Defense

May 26, 2017
 

AF proposes 1,600 personnel increase to command support staffs

Staff Sgt. Alyssa C. Gibson
Air Force News

The U.S. Air Force plans to increase commander support staff manning across the force by 1,600 by fiscal year 2022 increasing total authorizations to more than 6,300. 

Currently, the personnel increase calls for 170 officers, 469 enlisted and 961 civilians with all civilian hires authorized for fiscal 2018. 

The increase in CSS manning ties directly to the Air Force chief of staff’s first focus area — revitalizing squadrons. Air Force Chief of Staff Gen. David L. Goldfein announced this focus area within the first month of his tenure, and appointed Brig. Gen. Stephen L. Davis, the director of Air Force manpower, organization and resources, as lead of this initiative.

“Squadrons are the core unit of the Air Force,” Davis said. “We must ensure they have the support required to accomplish the mission and support their Airmen. This is one step of many we plan to take to help revitalize Air Force squadrons.” 

One of the first milestones of revitalizing squadrons was the reduction of additional duties for Airmen across the Air Force. A comprehensive review of duties under the direct control of the Air Force resulted in the elimination, reassignment, or reduction of 29 of 61 additional duties identified under Air Force Instruction 38-206, “Additional Duty Management.” 

While this lessened the workload for the majority of Airmen within the service, many of the duties were realigned under CSS. In August 2016 the Air Force committed to ensuring CSS requirements are funded and positions filled as quickly as possible within budget limits. 

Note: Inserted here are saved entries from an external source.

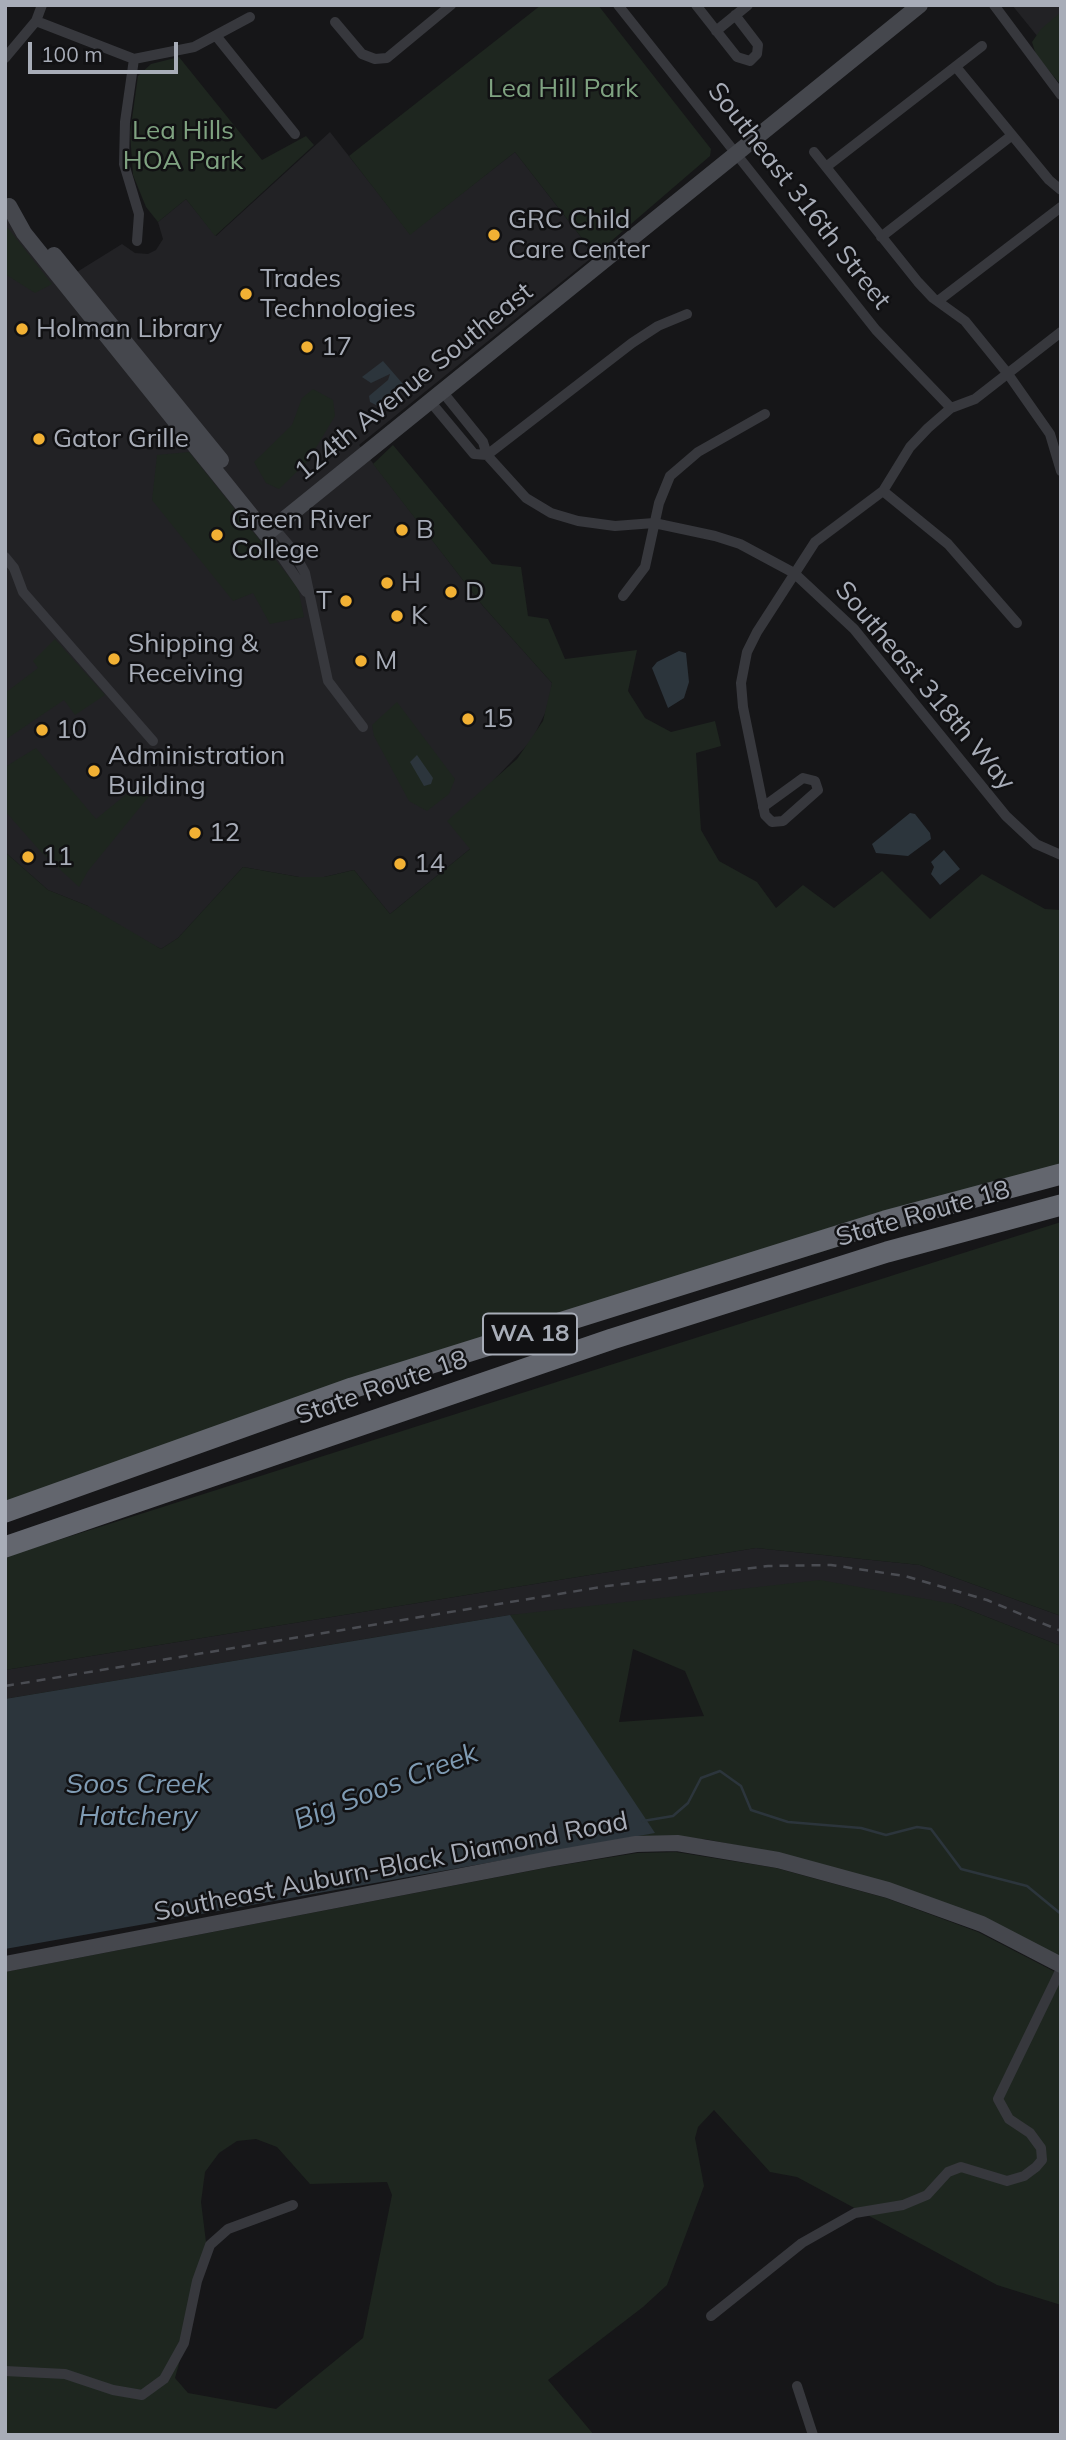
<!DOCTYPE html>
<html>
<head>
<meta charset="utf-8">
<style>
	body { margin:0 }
	#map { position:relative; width:1066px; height:2440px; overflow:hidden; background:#161618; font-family:Mulish,sans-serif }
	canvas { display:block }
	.frame { position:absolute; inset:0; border:7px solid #a8adb8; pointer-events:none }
	.scale { position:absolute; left:28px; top:42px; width:150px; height:32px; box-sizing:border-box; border:4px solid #a8adb8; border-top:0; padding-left:9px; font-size:21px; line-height:24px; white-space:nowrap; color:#a8adb8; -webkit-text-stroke:5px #111113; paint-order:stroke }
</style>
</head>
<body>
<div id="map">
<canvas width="1066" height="2440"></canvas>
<div class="frame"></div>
<div class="scale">100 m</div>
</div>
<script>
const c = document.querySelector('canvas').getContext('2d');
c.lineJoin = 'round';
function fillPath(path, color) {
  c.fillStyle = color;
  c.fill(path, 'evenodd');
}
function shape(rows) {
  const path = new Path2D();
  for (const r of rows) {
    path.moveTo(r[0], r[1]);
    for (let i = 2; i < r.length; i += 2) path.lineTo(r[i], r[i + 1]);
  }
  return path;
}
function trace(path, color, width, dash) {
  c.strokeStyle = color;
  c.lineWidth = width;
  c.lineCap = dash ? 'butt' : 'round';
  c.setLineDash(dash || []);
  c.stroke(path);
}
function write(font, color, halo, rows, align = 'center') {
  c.font = font + ' Mulish,sans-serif';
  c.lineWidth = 5;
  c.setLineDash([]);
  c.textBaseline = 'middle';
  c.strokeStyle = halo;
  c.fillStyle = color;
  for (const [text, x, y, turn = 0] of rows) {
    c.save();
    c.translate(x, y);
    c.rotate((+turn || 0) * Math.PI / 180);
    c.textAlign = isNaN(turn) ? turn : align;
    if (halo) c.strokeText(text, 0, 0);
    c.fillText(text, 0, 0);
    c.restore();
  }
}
const built = shape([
	[1012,5,1061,5,1061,19,1038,37],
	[330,132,410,234,515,152,595,255,359,445,483,606,552,683,550,703,532,740,491,783,470,849,390,914,354,870,324,877,299,877,243,867,178,938,161,949,94,916,88,906,48,890,5,852,5,216,56,285,122,244,135,253,148,254,156,250,163,239,158,222,186,199,216,236],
	[756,1548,920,1565,1061,1616,1061,1646,954,1604,510,1615,5,1699,5,1670]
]);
const green = shape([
	[541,5,598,5,711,149,710,156,595,255,515,152,410,235,349,156],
	[1061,12,1061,85,1036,55,1032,42,1041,29],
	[179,57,262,160,306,136,314,145,215,236,186,199,158,222,146,207,133,175,130,133,138,76,151,64],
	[8,228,52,284,35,293,5,274,5,230],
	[313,389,333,400,335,416,308,461,279,489,266,483,254,462,292,425,302,398],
	[393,445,492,564,521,567,528,616,548,619,565,659,637,650,628,691,645,718,671,732,715,721,721,746,696,753,701,830,719,861,757,882,776,908,803,885,834,908,882,871,930,919,982,874,1045,909,1061,910,1061,1178,5,1504,5,852,48,890,88,906,161,949,178,938,243,867,299,877,324,877,354,870,390,914,470,849,447,821,517,759,543,721,552,683,483,606,373,464],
	[189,452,298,588,304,617,270,624,253,593,233,601,152,500,157,455],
	[55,639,105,695,75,715,64,700,5,740,5,693,38,668,33,661],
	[397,702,455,779,449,794,427,811,409,801,374,736,372,725],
	[36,748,96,819,140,783,150,795,88,871,79,887,41,852,5,811,5,767],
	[1061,1222,1061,1616,920,1565,756,1548,5,1670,5,1557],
	[820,1580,954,1604,1061,1646,1061,1958,779,1854,705,1839,635,1838,5,1699,510,1615],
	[633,1649,685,1671,704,1716,619,1722],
	[676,1852,776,1868,886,1898,978,1932,1061,1975,1061,2305,997,2285,797,2177,770,2172,714,2110,698,2127,695,2138,704,2186,667,2285,643,2307,548,2380,594,2435,5,2435,5,1972,550,1867,637,1853],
	[256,2139,277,2147,310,2184,387,2182,392,2195,363,2338,276,2409,188,2393,175,2378,208,2258,201,2202,205,2172,219,2153,237,2141]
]);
const water = shape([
	[383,361,403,384,378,406,370,402,369,396,388,380,390,374,371,383,362,377],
	[679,651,686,653,689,682,684,698,668,708,652,668,657,662],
	[417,755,433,778,431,784,424,786,410,762],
	[910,813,915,814,930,833,931,839,908,856,876,853,872,844],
	[944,850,960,869,940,885,931,874,934,867,931,862],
	[510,1615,655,1833,5,1949,5,1699]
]);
const stream = shape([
	[643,1821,673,1816,688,1803,701,1778,720,1771,741,1786,751,1810,788,1822,861,1828,886,1835,917,1827,931,1829,961,1869,1027,1886,1061,1914]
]);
const street = shape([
	[618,5,876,330,951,408],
	[696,5,737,57,750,61,757,54,758,45,735,15],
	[994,5,1061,95],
	[36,21,134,59,194,47,250,17],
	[335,22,362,54,375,59,387,58,451,5],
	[716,31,748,5],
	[217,37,295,134],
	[5,58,36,21,42,5],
	[134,59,125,122,124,164,139,214,137,241],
	[956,67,1049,180,1061,190],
	[814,152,918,282,933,298,965,321,1008,374,1050,434,1061,471],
	[826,167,982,46],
	[881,237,1011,136],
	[938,301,1061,207],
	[441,390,483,442,487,455,526,498,551,513,578,521,615,526,654,523,715,536,740,544,794,573,854,629,1006,816,1036,844,1061,855],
	[429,400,474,454,487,455],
	[487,455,632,343,658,326,687,314],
	[883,491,948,544,1017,623],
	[274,528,292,549,305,573,328,681,363,727],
	[266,534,306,592],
	[5,557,14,568,23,592,153,741],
	[623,596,645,567,659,503,670,476,698,452,765,414],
	[763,807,803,778,815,781,818,790,783,821,772,822,765,815,743,707,741,683,747,652,757,632,815,542,883,491,910,447,928,428,951,408,975,399,1061,332],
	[711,2316,802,2243,855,2213,903,2205,927,2195,948,2172,961,2167,1007,2181,1024,2176,1036,2167,1042,2160,1041,2148,1030,2133,1009,2119,998,2099,1061,1969],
	[5,2371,65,2374,113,2390,142,2395,164,2379,184,2343,197,2281,210,2245,228,2229,293,2205],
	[797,2386,813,2435]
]);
const secondary = shape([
	[9,206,24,233,266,534,920,5],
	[54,255,221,460],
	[5,1964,549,1859,636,1844,677,1843,778,1860,888,1890,982,1924,1061,1965]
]);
const highway = shape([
	[5,1512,352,1388,885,1221,1061,1174],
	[5,1547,612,1339,887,1252,1061,1205]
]);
const rail = shape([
	[5,1686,607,1586,768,1566,831,1565,905,1576,987,1600,1061,1631]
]);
const markers = [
	[494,235,7,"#f2b134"],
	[246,294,7,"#f2b134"],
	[22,329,7,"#f2b134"],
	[307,347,7,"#f2b134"],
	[39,439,7,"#f2b134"],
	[402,530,7,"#f2b134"],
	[217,535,7,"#f2b134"],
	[387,583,7,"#f2b134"],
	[451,592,7,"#f2b134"],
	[346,601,7,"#f2b134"],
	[397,616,7,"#f2b134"],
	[114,659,7,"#f2b134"],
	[361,661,7,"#f2b134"],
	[468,719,7,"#f2b134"],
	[42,730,7,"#f2b134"],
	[94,771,7,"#f2b134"],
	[195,833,7,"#f2b134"],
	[28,857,7,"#f2b134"],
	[400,864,7,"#f2b134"]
];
const shields = [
	[530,1334,94]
];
const shieldNames = [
	["WA 18",530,1334]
];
const parkNames = [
	["Lea Hill Park",563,89],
	["Lea Hills",183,131],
	["HOA Park",183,161]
];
const streetNames = [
	["Southeast 316th Street",799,196,52],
	["124th Avenue Southeast",414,382,-39],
	["Southeast 318th Way",925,686,50],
	["State Route 18",923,1214,-16],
	["State Route 18",382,1388,-19],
	["Southeast Auburn-Black Diamond Road",391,1867,-11]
];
const poiNames = [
	["GRC Child",508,220],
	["Care Center",508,250],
	["Trades",260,279],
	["Technologies",260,309],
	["Holman Library",36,329],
	["17",321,347],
	["Gator Grille",53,439],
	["Green River",231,520],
	["College",231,550],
	["B",416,530],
	["H",401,583],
	["D",465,592],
	["T",332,601,"right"],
	["K",411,616],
	["Shipping &",128,644],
	["Receiving",128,674],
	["M",375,661],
	["15",482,719],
	["10",56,730],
	["Administration",108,756],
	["Building",108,786],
	["12",209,833],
	["11",42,857],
	["14",414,864]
];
const waterNames = [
	["Soos Creek",138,1785],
	["Hatchery",138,1817],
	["Big Soos Creek",386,1787,-21]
];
fillPath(built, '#222225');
fillPath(green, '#1e261f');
fillPath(water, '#2c353c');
trace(stream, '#2c353c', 2.5);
trace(street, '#37383d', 10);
trace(secondary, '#45474d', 16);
trace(highway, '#63666e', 21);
trace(rail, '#4a4c52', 2.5, [9, 7]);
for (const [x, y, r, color] of markers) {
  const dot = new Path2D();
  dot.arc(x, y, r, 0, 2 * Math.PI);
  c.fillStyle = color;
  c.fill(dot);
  trace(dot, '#111113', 2.5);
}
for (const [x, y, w] of shields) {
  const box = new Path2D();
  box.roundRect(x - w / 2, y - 20.5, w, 41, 5);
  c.fillStyle = '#111113';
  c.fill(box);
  trace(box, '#a8adb8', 2);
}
write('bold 24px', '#a8adb8', null, shieldNames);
write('26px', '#7fa381', '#111113', parkNames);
write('26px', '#a8adb8', '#111113', streetNames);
write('26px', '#a8adb8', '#111113', poiNames, 'left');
write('italic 28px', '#7f9bb3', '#111113', waterNames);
</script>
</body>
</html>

The new positions will be prioritized by need across the Air Force. Some of the more than 1,975 active-duty squadrons are already fully manned while others are minimally manned. The Air Force will work with major commands to assess areas of greatest need and prioritize manning.

Davis said the manning increase is key to re-establishing the CSS to full capability. 

“The CSS provides critical support to the squadron, but not all of these positions were fully funded in the past,” Davis said. “We’re fixing that and will also add new positions to increase the level of CSS support for many squadrons. Fully funding the increased CSS requirement is a key element in revitalizing Air Force squadrons.”